> Your instructions: Your task is to reproduce exactly the lines that run from the beginning of the data through the line where "ctx.lineJoin = 'round';" appears.

> Source records:
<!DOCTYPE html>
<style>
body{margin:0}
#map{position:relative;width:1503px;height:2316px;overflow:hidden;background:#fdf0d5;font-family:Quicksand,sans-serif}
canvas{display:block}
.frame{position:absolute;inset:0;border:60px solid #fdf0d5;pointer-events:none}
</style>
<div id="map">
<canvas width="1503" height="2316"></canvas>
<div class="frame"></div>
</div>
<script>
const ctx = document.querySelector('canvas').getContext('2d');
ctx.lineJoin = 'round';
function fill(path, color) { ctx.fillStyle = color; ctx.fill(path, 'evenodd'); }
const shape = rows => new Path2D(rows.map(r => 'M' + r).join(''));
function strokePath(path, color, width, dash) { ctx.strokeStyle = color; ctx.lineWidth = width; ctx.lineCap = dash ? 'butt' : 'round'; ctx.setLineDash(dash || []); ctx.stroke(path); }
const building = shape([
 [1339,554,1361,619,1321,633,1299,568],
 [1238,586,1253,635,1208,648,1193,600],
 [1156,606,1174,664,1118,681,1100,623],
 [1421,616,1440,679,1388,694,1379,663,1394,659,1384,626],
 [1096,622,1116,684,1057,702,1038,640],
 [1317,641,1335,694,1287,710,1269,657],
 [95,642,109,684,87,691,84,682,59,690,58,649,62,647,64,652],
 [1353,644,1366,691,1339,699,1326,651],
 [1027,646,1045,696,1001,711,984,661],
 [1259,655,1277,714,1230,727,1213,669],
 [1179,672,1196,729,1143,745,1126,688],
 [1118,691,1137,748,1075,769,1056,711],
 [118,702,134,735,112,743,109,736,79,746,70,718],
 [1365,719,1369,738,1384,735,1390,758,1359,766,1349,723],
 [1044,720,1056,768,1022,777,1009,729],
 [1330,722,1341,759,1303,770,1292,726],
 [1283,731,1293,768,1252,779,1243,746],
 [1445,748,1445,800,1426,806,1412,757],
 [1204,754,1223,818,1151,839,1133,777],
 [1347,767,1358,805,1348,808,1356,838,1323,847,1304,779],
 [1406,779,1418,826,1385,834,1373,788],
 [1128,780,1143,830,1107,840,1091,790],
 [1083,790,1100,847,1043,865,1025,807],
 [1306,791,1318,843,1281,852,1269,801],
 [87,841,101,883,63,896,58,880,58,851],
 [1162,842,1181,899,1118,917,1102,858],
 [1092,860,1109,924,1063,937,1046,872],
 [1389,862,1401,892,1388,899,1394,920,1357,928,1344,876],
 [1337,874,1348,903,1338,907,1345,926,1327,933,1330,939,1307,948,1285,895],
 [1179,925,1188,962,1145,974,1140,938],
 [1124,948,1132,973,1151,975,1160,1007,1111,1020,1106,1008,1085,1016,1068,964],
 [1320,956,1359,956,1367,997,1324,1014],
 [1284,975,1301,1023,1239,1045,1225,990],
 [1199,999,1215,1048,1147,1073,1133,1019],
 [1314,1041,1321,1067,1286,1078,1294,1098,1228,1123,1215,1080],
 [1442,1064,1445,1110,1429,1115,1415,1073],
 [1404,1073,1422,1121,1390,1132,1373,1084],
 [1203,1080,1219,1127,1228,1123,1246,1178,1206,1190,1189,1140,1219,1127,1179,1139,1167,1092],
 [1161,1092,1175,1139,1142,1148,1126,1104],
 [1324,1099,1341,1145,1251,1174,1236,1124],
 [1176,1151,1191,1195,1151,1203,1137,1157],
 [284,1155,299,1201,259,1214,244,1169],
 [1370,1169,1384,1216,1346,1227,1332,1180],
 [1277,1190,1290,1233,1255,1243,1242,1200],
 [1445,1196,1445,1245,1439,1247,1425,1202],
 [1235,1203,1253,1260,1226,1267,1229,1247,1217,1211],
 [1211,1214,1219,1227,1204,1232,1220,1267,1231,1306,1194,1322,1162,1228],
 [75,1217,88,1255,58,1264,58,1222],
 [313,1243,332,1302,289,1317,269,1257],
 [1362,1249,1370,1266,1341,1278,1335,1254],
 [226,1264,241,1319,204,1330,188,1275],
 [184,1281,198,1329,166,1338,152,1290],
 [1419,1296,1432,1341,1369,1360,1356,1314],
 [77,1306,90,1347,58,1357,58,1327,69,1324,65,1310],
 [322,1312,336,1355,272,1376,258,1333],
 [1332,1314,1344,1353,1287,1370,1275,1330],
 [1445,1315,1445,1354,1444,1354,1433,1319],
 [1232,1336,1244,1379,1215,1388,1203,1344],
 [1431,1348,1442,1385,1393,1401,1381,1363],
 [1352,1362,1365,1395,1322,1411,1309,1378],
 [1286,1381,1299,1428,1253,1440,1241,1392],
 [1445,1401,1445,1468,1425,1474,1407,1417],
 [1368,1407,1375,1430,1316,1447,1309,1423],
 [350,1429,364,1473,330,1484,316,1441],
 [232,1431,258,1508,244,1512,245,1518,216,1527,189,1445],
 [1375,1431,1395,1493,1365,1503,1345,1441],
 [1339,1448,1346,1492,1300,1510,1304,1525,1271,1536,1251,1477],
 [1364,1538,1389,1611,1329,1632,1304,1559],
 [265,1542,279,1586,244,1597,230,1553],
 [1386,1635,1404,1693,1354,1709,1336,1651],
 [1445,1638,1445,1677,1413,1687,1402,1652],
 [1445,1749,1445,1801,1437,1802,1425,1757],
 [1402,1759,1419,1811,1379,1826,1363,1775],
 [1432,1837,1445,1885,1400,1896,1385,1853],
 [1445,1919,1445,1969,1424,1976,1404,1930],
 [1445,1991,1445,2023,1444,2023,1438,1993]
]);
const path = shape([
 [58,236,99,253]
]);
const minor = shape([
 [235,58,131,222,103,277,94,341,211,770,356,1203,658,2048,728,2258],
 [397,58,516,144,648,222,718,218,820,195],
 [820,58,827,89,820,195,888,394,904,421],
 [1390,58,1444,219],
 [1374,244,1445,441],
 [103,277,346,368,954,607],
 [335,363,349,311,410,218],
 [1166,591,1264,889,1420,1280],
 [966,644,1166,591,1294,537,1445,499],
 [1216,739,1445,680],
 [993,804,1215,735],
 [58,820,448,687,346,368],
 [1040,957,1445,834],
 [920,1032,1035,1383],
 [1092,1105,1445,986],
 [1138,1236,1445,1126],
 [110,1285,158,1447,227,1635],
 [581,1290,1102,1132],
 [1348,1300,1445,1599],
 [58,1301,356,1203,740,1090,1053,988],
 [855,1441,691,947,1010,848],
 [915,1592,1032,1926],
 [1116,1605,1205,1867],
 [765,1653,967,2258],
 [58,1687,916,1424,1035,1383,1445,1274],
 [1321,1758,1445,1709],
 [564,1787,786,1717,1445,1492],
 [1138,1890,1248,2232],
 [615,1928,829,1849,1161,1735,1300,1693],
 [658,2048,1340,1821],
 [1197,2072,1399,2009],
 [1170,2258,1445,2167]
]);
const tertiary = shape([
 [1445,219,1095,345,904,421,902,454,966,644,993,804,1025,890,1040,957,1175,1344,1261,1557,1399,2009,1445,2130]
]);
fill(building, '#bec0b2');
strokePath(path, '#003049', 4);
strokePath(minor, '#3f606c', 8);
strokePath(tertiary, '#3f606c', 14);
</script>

> Solution to this exercise:
<!DOCTYPE html>
<style>
body{margin:0}
#map{position:relative;width:1503px;height:2316px;overflow:hidden;background:#fdf0d5;font-family:Quicksand,sans-serif}
canvas{display:block}
.frame{position:absolute;inset:0;border:60px solid #fdf0d5;pointer-events:none}
</style>
<div id="map">
<canvas width="1503" height="2316"></canvas>
<div class="frame"></div>
</div>
<script>
const ctx = document.querySelector('canvas').getContext('2d');
ctx.lineJoin = 'round';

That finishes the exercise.